Nothing, other than the additional cost if the journey replacing the amended one is more expensive. You don't get a refund if it's cheaper. 

Dougie.


----------



## Rapide561

*Crossings*

Hi

Dougie is quite correct.

If for example, you book a tunnel crossing costing £61 one way for April 2011, and you then want to travel in May 2011, you can amend your crossing. If the crossings in May still cost £61, there is nothing more to pay. If the May crossing costs £71, then you would pay the difference in fare. The difference must be paid by card etc, and not by coupons.

I have made several crossings for dates that are willy nilly. I will amend them nearer the time. Amendments must be done by telephone on 01303 282061. Prior to phoning, I will log on to the Eurotunnel website and find crossings for the same value as I have already paid - so nothing extra to pay.

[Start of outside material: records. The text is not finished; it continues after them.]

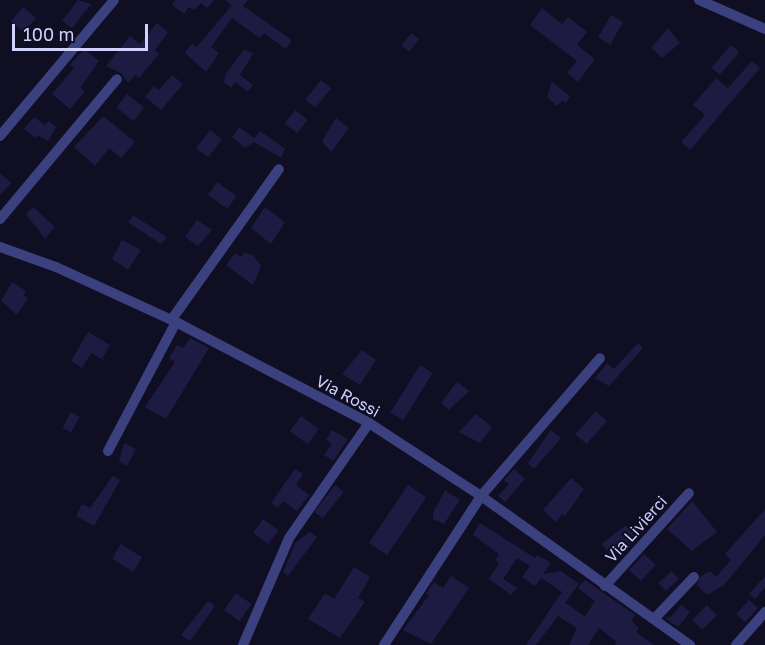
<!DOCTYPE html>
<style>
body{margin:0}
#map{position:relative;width:765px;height:645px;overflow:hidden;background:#0f0e22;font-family:"Golos Text",sans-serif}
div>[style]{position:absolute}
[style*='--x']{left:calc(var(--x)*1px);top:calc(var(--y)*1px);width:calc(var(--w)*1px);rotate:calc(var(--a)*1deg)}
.building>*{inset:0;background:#1e1b42;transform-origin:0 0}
.minor>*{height:10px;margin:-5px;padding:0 5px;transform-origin:5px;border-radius:5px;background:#3b417f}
span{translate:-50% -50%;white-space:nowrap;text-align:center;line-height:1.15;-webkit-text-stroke:4.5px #0f0e22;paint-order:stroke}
.street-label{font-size:16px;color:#d0d1fd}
.scale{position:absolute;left:12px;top:24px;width:136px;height:27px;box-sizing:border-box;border:3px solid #d0d1fd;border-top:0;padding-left:8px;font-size:18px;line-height:21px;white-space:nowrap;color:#d0d1fd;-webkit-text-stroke:4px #0f0e22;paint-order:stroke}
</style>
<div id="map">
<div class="building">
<div style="clip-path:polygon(78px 0,91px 4px,72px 28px,62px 21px)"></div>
<div style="clip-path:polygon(175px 0,214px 0,207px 8px,201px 3px,194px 10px,189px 7px,184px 14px,172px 5px)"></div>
<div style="clip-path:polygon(225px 0,248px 0,243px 6px,292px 40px,286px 49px,264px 33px,260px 38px,232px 18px,211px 47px,219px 53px,206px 72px,185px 53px,192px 44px,196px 47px,201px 42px,232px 5px)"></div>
<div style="left:23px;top:7px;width:17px;height:19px;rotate:40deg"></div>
<div style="clip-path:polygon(542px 8px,562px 24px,568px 17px,587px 32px,577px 45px,595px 59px,578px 82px,567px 73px,577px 61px,530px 25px)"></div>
<div style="left:611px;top:15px;width:14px;height:26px;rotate:30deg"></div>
<div style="clip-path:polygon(157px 23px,168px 32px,155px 50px,159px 54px,139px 78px,135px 75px,128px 83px,121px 73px,106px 66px,130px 36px,140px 44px)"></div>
<div style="clip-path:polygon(668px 28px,680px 43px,662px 58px,651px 48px)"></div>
<div style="left:411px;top:33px;width:10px;height:16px;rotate:37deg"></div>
<div style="left:731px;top:45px;width:11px;height:30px;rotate:41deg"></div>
<div style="clip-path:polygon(84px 49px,99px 61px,80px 88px,85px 91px,70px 109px,52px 94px,74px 68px,70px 65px)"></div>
<div style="clip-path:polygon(244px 49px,253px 54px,240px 75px,253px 85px,248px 92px,235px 82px,231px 88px,224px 82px,225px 75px)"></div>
<div style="clip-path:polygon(752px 61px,760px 68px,690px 150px,681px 142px,705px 115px,693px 105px,716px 78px,728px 88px)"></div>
<div style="clip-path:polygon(172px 75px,183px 84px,161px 110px,145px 97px,154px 86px,159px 90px)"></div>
<div style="left:321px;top:80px;width:13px;height:25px;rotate:39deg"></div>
<div style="clip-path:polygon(552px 82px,570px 96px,566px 103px,562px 101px,557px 106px,547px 97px)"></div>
<div style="left:127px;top:94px;width:22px;height:17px;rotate:39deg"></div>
<div style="left:295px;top:110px;width:16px;height:17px;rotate:38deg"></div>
<div style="clip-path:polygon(103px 116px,135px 142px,121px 158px,109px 148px,95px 166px,74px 147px)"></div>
<div style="clip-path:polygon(34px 117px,45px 125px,49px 121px,56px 127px,48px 141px,38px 135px,35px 138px,24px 129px)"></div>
<div style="clip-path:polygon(336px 118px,349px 128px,331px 152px,322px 141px)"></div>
<div style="clip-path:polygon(239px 127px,254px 138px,260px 131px,285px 149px,281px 158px,254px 142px,245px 148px,232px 137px)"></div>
<div style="left:210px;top:130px;width:15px;height:23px;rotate:37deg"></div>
<div style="clip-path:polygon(0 173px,11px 183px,0 195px)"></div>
<div style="left:217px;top:182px;width:24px;height:16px;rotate:35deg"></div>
<div style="clip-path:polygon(33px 207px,55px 227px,45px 239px,26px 214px)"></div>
<div style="clip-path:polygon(265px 207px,285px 222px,271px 244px,251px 228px)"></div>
<div style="left:133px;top:215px;width:40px;height:9px;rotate:33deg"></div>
<div style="clip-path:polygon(197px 220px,212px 230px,198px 246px,185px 237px)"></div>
<div style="clip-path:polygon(122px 240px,141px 250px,128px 270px,112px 259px)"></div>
<div style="clip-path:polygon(235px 253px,241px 257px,244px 253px,253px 255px,261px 266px,253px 285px,226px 265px)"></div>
<div style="clip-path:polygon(12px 282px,26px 291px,24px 295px,28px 298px,17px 315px,1px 301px)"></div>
<div style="clip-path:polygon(88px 332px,110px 345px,102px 359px,91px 353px,82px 368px,71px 361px)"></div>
<div style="clip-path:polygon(190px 338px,209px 348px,166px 419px,145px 407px,175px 362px,169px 358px,177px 345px,183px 348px)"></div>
<div style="clip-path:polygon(638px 343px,643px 348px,609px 386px,595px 378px,607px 363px,614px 369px)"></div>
<div style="clip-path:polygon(362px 350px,376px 360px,360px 385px,342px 374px)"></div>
<div style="left:420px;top:365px;width:15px;height:56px;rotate:32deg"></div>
<div style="clip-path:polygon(457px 382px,469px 391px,449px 410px,441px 403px)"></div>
<div style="left:596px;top:411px;width:15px;height:31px;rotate:42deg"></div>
<div style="left:71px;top:412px;width:10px;height:18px;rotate:29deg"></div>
<div style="clip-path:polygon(476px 414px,492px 427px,480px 443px,459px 432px)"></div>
<div style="left:301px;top:416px;width:22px;height:19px;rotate:36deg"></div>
<div style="clip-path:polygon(332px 430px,348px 439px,333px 461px,324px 455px,332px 444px,326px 440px)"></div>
<div style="clip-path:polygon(551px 430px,561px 438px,534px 469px,528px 463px)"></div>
<div style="clip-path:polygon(124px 443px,136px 449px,127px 466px,119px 461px)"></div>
<div style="clip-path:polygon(295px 469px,303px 474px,296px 485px,309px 495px,297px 511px,283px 501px,278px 508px,271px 503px)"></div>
<div style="clip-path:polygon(514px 469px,525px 479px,505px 502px,498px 496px,509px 484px,504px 480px)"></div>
<div style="clip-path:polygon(113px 476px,120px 480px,94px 526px,76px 516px,82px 504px,90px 508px)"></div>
<div style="clip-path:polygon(571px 478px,584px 489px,565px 516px,562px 514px,556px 522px,543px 510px)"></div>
<div style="left:335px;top:485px;width:11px;height:34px;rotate:38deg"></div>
<div style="left:408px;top:485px;width:22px;height:70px;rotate:34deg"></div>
<div style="clip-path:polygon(445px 490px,460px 500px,444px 524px,433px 519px,433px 513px)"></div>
<div style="clip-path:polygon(692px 501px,717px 532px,692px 551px,667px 529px)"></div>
<div style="clip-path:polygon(765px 509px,765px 535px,724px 585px,707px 595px,697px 585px,701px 576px,710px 571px,716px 577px,731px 560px,725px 554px)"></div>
<div style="left:263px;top:519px;width:19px;height:17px;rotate:36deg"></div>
<div style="clip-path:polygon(480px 523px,535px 558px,537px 555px,551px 563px,543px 574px,561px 571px,579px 584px,565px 603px,585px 616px,595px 601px,578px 588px,585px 580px,635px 615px,631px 621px,639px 628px,636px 632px,654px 645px,615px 645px,617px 642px,599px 628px,588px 645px,569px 645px,577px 628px,558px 616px,536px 645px,526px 645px,562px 592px,541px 578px,535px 586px,522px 577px,530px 566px,517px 558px,503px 579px,517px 588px,511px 595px,489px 579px,499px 563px,495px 560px,499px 554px,473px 535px)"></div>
<div style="left:626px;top:525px;width:18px;height:31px;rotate:52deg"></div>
<div style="clip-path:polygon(310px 532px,317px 537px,288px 576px,283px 572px,296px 542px)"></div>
<div style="left:121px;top:544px;width:25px;height:17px;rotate:32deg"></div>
<div style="left:644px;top:554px;width:16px;height:22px;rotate:43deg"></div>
<div style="clip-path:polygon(354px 567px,370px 577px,358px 598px,365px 602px,340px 638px,308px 619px,325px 593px,334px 599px)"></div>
<div style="left:672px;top:571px;width:11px;height:18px;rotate:49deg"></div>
<div style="clip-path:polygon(451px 576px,469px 588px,431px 644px,403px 630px,429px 595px,426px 594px,434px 582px,443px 588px)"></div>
<div style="clip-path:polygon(765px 576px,765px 588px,755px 599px,749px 594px)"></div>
<div style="left:236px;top:593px;width:19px;height:21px;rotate:35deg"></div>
<div style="left:749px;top:600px;width:12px;height:19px;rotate:42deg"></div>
<div style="clip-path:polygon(208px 601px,215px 606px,190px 641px,181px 635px)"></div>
<div style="clip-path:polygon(681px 605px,690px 612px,678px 627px,665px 618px,671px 617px)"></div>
<div style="left:707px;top:605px;width:14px;height:21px;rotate:45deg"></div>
</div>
<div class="minor">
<div style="--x:699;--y:0;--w:72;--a:23.7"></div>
<div style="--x:0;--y:136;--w:177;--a:-50"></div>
<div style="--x:0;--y:219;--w:182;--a:-50.1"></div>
<div style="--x:0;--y:247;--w:59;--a:19.7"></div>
<div style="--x:56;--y:267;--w:132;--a:24.6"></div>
<div style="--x:176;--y:322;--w:218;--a:27.6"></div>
<div style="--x:369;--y:423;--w:134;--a:33.1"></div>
<div style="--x:481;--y:496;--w:257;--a:35.5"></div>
<div style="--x:172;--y:319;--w:184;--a:-54.5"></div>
<div style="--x:108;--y:451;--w:146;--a:-62.2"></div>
<div style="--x:605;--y:586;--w:125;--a:-47.9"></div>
<div style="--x:654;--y:619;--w:58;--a:-46.4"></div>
<div style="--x:243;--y:645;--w:116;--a:-66.7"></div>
<div style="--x:289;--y:538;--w:140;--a:-55.2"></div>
<div style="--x:384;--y:645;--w:178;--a:-56.9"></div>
<div style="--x:481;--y:496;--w:182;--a:-49.2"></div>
<div style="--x:736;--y:645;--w:44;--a:-48.7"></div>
</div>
<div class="street-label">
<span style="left:348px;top:396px;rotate:28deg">Via Rossi</span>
<span style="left:636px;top:529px;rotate:-48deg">Via Livierci</span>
</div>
<div class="scale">100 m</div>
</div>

Note - all travel must be completed within 12 months of the date the booking was made with Eurotunnel.

Russell


----------



## NevilleStreet

Very useful thread.

We are planning to go to Spain at Easter and were planning to go out on a ferry (Plymouth - Santander) and back through the tunnel. I have just told my wife the "good news" that the tunnel is only about £20 of vouchers, and now I realise that I can't get a one way from the other end!!! Has anyone worked out a way around this?

Cheers, NS


----------



## Rapide561

*Tunnel*

Hi

The tunnel are quite strict on that - it is for bookings originating in the UK - no way around it.

Russell


----------